Wie sah der erste Schritt zur Verwirklichung der Idee aus?
Die ZURIGA sollte hochwertige Materialien, einfache Bedienung, ein formschönes Design und vor allem einen erschwinglichen Preis in sich vereinen: Viel Grübeln und Tüfteln in der eigenen Küche und später im kleinen Atelier machten dies möglich. Das Geld dazu kam aus einem Crowdfunding – die dort versprochenen Maschinen waren nach Minuten ausverkauft.

Das Zuriga Team macht Kaffeepause.

Wer gehört heute zum Kernteam?
Sieben Personen, darunter Designer, Ingenieurinnen, Querdenker, Vollbluter und trotzdem alles Teilzeitarbeitende.

Wieso braucht die Welt euer Produkt oder eure Lösungen?
Die Welt braucht Maschinen, die uns nicht nur ein paar Jahre, sondern ein paar Jahrzehnte begleiten. Jedes Teil der ZURIGA ist reparierbar. Und die verarbeiteten Materialien altern in Würde.

Welche Tools, Arbeitsweise nimmt euch die meiste Arbeit ab?
Nachdenken hilft. Und noch mehr hilft Ausprobieren. Neue Ideen skizzieren wir. Oder bauen sie aus Karton, Knete oder Lego. Dann testen wir. Und bauen einen nächsten Prototyp.

Wie kommt ihr auf neue Ideen, gibts da ein Ritual oder geschieht das von selbst?
Unsere Manufaktur steht ja in einem ehemaligen SBB-Gebäude. Da hat es einen kleinen, abschliessbaren Raum, in dem die SBB-Arbeiter früher ihr Znüni-Zigarettli rauchten. Wenn wir jetzt nach Ideen suchen, dann schliessen wir uns dort ein. Und kommen nicht mehr raus, bis sie rauchen – die Köpfe.

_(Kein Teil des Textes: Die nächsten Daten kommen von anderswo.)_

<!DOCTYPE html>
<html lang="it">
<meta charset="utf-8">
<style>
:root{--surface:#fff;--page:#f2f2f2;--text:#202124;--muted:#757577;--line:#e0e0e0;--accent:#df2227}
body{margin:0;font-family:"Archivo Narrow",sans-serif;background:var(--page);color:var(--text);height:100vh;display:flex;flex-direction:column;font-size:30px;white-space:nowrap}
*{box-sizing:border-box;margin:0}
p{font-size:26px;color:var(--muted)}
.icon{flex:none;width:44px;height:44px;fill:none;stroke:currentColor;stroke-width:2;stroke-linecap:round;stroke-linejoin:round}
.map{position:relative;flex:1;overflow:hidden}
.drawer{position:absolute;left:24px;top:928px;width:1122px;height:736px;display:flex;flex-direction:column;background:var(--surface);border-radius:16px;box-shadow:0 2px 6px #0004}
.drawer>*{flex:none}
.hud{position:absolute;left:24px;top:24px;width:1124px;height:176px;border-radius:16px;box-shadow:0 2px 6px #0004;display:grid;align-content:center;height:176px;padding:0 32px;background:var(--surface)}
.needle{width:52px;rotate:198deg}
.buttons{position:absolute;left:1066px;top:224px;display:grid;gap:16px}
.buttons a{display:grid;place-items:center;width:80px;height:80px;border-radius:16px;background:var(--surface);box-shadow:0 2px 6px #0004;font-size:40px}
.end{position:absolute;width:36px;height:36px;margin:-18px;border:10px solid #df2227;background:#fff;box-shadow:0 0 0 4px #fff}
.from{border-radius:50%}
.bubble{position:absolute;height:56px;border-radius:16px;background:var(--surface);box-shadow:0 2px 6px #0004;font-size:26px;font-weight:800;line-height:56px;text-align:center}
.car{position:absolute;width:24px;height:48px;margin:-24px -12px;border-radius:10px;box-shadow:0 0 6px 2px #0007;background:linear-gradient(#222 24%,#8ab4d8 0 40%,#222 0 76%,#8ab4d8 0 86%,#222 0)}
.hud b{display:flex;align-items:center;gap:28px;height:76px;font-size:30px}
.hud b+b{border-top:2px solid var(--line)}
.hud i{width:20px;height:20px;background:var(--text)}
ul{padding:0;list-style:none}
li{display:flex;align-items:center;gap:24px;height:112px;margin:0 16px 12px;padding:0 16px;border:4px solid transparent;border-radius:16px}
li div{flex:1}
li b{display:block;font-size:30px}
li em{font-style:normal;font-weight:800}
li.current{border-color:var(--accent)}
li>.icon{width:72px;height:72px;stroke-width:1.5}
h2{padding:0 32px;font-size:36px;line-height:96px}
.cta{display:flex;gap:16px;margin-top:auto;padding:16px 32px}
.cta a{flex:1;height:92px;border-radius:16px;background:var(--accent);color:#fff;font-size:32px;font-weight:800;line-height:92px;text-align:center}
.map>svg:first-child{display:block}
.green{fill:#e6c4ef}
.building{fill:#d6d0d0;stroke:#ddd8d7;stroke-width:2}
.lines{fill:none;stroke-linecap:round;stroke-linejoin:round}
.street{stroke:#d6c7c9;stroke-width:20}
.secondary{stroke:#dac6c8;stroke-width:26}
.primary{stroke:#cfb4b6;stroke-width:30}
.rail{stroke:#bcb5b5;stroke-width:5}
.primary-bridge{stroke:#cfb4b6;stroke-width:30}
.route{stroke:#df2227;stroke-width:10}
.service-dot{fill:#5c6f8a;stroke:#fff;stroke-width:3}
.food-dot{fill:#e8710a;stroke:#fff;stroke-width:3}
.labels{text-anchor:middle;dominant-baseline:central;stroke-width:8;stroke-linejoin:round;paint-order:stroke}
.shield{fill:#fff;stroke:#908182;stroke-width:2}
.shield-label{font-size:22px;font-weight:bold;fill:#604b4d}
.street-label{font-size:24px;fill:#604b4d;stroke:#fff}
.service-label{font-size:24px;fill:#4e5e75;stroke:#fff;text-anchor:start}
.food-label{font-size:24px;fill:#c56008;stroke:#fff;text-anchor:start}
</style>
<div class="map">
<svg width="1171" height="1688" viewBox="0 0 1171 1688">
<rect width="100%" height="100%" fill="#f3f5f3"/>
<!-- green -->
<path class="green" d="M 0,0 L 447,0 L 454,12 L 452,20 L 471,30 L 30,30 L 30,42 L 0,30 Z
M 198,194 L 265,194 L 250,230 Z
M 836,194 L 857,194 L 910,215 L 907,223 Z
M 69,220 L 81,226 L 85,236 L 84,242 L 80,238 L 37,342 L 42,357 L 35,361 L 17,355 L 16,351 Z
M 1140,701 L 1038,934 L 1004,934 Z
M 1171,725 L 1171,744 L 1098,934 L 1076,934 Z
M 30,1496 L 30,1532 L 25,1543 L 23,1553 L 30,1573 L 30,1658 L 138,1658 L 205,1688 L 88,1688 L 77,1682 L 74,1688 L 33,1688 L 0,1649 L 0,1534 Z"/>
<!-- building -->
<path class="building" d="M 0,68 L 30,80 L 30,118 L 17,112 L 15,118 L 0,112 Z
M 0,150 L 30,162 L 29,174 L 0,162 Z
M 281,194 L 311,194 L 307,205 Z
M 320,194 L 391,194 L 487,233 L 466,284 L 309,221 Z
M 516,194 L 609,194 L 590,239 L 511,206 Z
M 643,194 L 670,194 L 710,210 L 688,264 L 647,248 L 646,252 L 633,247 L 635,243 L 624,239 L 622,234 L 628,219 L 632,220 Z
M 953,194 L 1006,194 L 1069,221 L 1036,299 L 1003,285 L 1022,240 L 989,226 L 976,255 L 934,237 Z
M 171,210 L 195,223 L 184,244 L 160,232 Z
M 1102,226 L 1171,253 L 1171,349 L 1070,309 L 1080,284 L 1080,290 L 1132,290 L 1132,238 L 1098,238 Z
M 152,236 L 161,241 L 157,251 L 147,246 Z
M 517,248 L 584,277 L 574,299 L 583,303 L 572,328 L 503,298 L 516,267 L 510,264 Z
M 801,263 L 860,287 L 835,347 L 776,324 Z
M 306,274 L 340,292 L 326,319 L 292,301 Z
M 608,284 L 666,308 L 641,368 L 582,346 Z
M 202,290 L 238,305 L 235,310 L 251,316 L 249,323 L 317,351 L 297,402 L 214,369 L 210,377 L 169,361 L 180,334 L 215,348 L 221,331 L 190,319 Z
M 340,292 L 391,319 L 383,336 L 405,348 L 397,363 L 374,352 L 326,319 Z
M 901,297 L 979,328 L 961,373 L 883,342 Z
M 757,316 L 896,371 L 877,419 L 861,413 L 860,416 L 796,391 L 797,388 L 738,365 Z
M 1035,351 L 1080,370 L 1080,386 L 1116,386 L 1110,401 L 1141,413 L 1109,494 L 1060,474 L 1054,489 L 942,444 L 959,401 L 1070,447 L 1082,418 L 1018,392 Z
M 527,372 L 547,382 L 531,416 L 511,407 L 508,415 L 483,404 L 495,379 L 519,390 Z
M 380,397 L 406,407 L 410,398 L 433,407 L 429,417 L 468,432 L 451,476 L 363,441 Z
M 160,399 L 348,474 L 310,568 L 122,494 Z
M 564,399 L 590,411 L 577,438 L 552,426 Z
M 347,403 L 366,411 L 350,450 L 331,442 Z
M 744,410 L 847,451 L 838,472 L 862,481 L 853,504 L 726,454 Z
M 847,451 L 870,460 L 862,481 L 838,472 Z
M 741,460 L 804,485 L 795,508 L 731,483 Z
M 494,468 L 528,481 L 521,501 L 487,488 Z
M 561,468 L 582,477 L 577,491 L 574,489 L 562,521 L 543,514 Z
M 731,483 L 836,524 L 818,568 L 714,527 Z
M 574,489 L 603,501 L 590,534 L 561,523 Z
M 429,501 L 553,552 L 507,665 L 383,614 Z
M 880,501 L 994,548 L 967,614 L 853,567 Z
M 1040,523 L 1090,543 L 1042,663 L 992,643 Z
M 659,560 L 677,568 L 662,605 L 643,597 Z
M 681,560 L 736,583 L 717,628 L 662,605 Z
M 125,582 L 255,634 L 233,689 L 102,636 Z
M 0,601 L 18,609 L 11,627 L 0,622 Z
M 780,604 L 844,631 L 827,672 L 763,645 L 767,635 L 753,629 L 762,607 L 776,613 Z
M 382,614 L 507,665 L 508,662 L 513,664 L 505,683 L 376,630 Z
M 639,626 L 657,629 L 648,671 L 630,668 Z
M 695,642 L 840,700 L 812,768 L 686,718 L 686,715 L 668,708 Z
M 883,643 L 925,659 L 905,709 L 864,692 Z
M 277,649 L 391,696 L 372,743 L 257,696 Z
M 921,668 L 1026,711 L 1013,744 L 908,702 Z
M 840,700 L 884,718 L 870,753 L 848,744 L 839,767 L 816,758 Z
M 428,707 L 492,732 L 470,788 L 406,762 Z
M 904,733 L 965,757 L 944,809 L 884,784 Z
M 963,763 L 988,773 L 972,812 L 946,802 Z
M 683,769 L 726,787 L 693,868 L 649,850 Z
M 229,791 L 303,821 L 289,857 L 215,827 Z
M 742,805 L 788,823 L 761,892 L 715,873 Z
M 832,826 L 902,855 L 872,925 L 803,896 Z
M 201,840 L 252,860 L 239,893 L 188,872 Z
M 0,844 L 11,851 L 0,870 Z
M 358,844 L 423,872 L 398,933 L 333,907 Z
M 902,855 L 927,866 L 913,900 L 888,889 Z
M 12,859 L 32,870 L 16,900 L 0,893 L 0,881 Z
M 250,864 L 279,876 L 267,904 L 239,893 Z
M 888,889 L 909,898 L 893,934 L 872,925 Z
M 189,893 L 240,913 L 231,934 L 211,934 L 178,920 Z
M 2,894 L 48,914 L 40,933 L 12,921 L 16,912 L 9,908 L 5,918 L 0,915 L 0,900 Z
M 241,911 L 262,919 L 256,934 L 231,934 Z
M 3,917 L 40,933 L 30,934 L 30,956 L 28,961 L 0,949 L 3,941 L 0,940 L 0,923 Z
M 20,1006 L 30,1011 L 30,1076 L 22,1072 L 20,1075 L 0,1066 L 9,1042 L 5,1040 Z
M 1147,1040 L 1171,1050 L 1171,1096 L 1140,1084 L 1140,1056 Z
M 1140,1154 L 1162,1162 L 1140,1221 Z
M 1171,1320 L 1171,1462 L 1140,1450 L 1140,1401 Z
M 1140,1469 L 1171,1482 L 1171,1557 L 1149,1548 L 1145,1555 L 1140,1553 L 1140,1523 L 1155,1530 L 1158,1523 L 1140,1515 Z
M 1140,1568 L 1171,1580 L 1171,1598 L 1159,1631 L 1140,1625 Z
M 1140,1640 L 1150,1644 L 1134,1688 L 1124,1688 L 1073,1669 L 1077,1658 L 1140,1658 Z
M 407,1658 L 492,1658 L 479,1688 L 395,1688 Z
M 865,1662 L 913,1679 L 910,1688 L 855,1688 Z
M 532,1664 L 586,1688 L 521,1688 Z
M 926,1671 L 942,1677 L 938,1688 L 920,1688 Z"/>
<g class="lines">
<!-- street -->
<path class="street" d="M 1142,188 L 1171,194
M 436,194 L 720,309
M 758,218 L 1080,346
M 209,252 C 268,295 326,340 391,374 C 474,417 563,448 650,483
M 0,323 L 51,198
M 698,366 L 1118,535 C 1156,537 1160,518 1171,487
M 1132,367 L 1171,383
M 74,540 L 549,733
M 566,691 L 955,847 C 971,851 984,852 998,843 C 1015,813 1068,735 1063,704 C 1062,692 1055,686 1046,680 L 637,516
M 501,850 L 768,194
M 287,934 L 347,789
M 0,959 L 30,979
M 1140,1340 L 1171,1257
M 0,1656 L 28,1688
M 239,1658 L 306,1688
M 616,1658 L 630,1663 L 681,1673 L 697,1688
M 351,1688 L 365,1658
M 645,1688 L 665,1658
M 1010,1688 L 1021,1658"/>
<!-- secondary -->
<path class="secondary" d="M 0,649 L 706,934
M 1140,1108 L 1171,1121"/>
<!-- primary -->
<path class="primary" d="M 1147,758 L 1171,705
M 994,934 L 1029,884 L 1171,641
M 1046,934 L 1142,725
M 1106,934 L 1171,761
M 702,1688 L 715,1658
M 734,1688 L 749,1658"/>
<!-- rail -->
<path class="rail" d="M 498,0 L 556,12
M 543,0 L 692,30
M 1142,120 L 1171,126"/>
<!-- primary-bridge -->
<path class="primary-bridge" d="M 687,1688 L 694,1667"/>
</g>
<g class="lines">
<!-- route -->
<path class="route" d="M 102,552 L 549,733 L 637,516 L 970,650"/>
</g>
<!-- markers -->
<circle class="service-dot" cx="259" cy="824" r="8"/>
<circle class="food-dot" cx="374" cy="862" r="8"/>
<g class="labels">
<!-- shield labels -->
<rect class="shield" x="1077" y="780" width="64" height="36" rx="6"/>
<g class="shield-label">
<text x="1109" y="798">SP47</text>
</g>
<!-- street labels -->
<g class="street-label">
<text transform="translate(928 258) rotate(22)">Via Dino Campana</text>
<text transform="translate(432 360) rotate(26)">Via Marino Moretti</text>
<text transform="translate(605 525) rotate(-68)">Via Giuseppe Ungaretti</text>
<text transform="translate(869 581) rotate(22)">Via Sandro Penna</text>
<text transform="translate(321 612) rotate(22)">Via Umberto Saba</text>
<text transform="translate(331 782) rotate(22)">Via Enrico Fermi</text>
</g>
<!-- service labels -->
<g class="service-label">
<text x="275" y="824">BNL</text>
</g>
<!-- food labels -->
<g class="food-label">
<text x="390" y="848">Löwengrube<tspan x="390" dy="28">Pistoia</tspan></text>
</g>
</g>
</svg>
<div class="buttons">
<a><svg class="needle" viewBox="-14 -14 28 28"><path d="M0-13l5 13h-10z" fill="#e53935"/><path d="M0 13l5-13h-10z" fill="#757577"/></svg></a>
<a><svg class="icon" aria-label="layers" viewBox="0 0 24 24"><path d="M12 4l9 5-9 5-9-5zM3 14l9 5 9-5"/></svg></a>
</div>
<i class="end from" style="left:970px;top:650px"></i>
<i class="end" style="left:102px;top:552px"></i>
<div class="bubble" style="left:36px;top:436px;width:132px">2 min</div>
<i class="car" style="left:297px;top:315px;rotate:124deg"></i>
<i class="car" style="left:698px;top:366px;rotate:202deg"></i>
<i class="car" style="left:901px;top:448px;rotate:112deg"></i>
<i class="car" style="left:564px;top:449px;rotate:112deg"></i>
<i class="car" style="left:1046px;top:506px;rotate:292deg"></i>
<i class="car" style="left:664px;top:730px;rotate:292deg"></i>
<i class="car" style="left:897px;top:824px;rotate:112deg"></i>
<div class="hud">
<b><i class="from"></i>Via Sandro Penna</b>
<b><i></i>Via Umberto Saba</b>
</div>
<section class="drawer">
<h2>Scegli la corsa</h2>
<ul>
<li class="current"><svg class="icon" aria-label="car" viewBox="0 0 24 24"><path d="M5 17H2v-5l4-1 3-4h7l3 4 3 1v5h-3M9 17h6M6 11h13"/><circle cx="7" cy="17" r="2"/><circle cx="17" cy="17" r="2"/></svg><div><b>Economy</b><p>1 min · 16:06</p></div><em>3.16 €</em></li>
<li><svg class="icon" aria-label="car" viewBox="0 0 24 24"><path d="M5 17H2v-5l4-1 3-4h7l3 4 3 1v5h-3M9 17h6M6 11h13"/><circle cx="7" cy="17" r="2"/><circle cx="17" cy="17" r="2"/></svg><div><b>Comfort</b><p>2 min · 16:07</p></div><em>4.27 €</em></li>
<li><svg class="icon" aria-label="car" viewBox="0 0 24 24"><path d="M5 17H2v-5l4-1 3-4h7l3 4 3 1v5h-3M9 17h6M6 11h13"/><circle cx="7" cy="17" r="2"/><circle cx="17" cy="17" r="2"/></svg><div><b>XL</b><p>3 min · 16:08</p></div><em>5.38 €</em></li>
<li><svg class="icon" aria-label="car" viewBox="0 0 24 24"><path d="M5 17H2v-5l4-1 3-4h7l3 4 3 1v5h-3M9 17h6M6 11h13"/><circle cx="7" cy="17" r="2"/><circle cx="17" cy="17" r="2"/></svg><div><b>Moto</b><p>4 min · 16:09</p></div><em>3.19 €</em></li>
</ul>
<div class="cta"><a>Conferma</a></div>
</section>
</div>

Einblick in eine Kaffeemanufaktur.

Die Zuriga entsteht.

Wie sieht euer Arbeitsplatz aus?
Wir arbeiten in der ehemaligen Sattlerei der SBB-Wagons. Langsam verzieht sich der Duft des alten Leders und der von mahlfrischem Kaffee zieht ein.

Was sind eure nächsten Projekte?
Wir entwickeln gerade eine Mühle, wie sie die Welt noch nicht gesehen, aber vor allem noch nie gehört hat.

Habt ihr nebenbei noch andere Jobs?
Alle sieben verdienen ihr Hauptbrot mit ZURIGA. Und alle haben wir noch unsere persönlichen Projekte. Unser Designer hilft einem grossen Uhrenhersteller, eine rezyklierbare Verpackung zu entwickeln. Die Ingenieurin entwickelt Schnittmuster für den Alltag. Und unser Monteur fährt fast wöchentlich zu seinen geliebten Obstbäumen im Jura.

Welche 3 Dinge empfiehlt ihr Freunden, die bei euch in der Region tun/essen/erleben/kaufen wollen?
Besuche hin und wieder die Hersteller der Produkte, die du dir leisten möchtest. Schau dich um und frage ihnen Löcher in den Bauch. Egal, ob zwei Kisten Wein vom kleinen piemontesischen Weingut, ein neuer Holztisch aus der Schreinerei oder die Ledertasche aus der Manufaktur – du wirst jeden Tag ein bisschen mehr Freude daran haben, weil dich eine Geschichte mit diesen Dingen des Alltags verbindet.